◆ **TASK BRIEF**:
Please repeat the records below exactly, but only from the line that contains "I need the bounding box of all labels and" onward, ending with the last line.

◆ **SUPPLIED INFORMATION**:
▬▬▬

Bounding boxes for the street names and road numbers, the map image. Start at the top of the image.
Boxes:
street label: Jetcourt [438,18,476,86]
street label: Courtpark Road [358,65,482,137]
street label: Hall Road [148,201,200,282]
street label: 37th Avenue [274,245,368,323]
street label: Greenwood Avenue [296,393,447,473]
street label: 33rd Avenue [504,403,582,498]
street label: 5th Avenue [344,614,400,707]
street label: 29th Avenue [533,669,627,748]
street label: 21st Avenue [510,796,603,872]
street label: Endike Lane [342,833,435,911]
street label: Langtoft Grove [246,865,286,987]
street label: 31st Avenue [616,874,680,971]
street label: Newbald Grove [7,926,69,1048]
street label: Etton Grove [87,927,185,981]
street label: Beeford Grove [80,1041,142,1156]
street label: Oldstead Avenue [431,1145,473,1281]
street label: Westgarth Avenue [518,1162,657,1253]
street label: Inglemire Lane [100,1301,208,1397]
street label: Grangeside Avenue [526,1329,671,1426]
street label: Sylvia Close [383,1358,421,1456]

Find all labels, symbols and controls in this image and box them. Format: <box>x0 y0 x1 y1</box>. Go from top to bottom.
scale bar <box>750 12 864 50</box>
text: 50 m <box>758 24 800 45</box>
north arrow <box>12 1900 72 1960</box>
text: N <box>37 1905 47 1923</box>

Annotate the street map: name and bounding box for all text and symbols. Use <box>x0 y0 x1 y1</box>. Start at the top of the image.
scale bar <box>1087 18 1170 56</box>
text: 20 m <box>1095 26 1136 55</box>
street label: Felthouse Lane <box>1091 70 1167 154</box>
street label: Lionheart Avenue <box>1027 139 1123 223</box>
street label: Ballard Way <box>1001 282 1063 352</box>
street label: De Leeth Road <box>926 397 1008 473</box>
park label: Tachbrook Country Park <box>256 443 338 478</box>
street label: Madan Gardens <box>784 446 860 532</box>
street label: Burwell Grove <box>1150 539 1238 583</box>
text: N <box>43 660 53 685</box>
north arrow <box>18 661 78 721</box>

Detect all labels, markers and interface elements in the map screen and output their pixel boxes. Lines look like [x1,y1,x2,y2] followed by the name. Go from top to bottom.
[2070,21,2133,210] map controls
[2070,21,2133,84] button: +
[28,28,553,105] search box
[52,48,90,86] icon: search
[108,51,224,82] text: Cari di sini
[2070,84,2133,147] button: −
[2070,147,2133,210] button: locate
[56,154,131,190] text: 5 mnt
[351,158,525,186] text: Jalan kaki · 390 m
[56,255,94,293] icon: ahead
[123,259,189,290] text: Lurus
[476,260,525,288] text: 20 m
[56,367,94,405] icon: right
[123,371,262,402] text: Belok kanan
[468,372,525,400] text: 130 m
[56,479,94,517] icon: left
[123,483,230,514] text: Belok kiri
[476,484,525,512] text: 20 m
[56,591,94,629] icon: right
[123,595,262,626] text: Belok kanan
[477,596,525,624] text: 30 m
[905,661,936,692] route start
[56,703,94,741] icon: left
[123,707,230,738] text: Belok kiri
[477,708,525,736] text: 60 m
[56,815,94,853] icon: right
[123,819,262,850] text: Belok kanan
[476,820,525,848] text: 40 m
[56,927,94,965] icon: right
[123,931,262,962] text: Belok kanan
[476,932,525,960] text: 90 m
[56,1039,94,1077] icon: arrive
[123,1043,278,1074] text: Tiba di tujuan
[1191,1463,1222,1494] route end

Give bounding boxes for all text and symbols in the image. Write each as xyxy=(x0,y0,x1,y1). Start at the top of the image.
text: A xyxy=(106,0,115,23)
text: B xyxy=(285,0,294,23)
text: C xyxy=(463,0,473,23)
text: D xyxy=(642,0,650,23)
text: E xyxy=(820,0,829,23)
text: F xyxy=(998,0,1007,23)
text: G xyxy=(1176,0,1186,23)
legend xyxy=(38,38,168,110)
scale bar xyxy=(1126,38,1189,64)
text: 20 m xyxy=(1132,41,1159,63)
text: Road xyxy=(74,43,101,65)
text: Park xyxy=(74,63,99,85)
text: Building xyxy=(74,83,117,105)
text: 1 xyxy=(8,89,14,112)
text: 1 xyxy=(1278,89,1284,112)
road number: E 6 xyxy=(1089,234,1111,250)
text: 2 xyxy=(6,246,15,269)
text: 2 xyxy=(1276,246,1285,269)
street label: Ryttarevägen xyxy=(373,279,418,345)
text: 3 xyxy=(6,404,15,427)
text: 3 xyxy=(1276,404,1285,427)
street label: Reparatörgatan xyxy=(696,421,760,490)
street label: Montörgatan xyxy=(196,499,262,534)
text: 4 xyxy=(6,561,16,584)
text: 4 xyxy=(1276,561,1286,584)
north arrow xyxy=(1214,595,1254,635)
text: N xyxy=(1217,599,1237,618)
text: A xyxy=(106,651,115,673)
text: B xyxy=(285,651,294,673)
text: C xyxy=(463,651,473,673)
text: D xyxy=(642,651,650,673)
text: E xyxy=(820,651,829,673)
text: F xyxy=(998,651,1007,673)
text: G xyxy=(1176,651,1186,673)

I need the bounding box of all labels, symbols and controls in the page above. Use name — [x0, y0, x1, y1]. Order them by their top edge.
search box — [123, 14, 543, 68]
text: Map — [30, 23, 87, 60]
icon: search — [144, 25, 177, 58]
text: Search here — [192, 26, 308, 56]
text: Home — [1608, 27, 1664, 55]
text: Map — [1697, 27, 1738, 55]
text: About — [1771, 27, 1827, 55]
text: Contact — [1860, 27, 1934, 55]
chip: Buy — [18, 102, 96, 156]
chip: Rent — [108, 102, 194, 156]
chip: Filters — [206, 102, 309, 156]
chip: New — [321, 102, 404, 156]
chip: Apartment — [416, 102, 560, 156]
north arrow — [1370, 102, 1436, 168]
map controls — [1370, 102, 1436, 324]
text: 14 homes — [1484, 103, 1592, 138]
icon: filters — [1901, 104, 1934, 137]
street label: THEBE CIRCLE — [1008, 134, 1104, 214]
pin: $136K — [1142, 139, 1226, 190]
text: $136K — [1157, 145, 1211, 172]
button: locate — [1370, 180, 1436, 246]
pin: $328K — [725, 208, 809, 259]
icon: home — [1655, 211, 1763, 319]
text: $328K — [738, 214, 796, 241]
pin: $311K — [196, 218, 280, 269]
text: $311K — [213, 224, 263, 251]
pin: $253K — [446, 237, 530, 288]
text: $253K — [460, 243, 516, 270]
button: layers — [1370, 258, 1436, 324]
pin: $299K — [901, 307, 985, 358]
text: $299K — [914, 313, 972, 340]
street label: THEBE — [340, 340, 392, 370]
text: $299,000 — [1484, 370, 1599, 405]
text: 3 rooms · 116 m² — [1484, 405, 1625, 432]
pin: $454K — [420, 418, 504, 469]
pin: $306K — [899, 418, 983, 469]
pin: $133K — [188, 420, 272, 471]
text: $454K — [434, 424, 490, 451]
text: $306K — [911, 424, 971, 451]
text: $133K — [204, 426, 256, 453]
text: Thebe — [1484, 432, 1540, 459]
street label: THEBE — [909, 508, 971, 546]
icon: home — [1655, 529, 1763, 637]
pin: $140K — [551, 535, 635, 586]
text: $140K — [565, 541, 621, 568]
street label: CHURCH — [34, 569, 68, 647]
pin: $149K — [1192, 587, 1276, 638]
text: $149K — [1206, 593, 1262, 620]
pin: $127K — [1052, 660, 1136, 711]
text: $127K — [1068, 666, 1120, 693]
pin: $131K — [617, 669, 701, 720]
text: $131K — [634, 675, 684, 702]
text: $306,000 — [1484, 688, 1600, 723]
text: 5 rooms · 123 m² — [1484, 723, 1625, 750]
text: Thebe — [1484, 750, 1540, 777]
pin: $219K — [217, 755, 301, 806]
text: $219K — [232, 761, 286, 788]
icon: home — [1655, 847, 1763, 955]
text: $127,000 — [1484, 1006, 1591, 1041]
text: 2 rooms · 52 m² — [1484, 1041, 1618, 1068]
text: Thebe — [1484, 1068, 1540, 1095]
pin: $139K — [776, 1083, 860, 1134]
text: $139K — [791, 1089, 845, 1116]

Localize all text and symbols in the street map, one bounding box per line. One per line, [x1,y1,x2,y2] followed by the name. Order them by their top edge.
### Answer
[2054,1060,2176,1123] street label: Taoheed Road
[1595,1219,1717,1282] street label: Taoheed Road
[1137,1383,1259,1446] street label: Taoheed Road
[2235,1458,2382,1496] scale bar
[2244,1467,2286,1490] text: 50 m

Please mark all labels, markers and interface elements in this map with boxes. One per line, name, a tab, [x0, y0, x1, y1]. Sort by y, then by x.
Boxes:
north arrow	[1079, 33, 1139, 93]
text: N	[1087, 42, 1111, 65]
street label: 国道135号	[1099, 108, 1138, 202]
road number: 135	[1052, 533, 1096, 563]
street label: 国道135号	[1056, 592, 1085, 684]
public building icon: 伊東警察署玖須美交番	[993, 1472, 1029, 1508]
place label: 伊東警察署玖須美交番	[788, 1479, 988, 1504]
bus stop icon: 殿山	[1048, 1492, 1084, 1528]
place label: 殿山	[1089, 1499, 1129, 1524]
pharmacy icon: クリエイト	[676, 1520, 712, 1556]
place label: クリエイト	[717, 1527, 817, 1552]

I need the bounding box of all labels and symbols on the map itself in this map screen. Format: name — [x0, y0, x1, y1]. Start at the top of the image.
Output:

▬▬▬

◆ **RESPONSE FOR THIS EXERCISE**:
I need the bounding box of all labels and symbols on the map itself in this map screen. Format: name — [x0, y0, x1, y1]. Start at the top of the image.
Output:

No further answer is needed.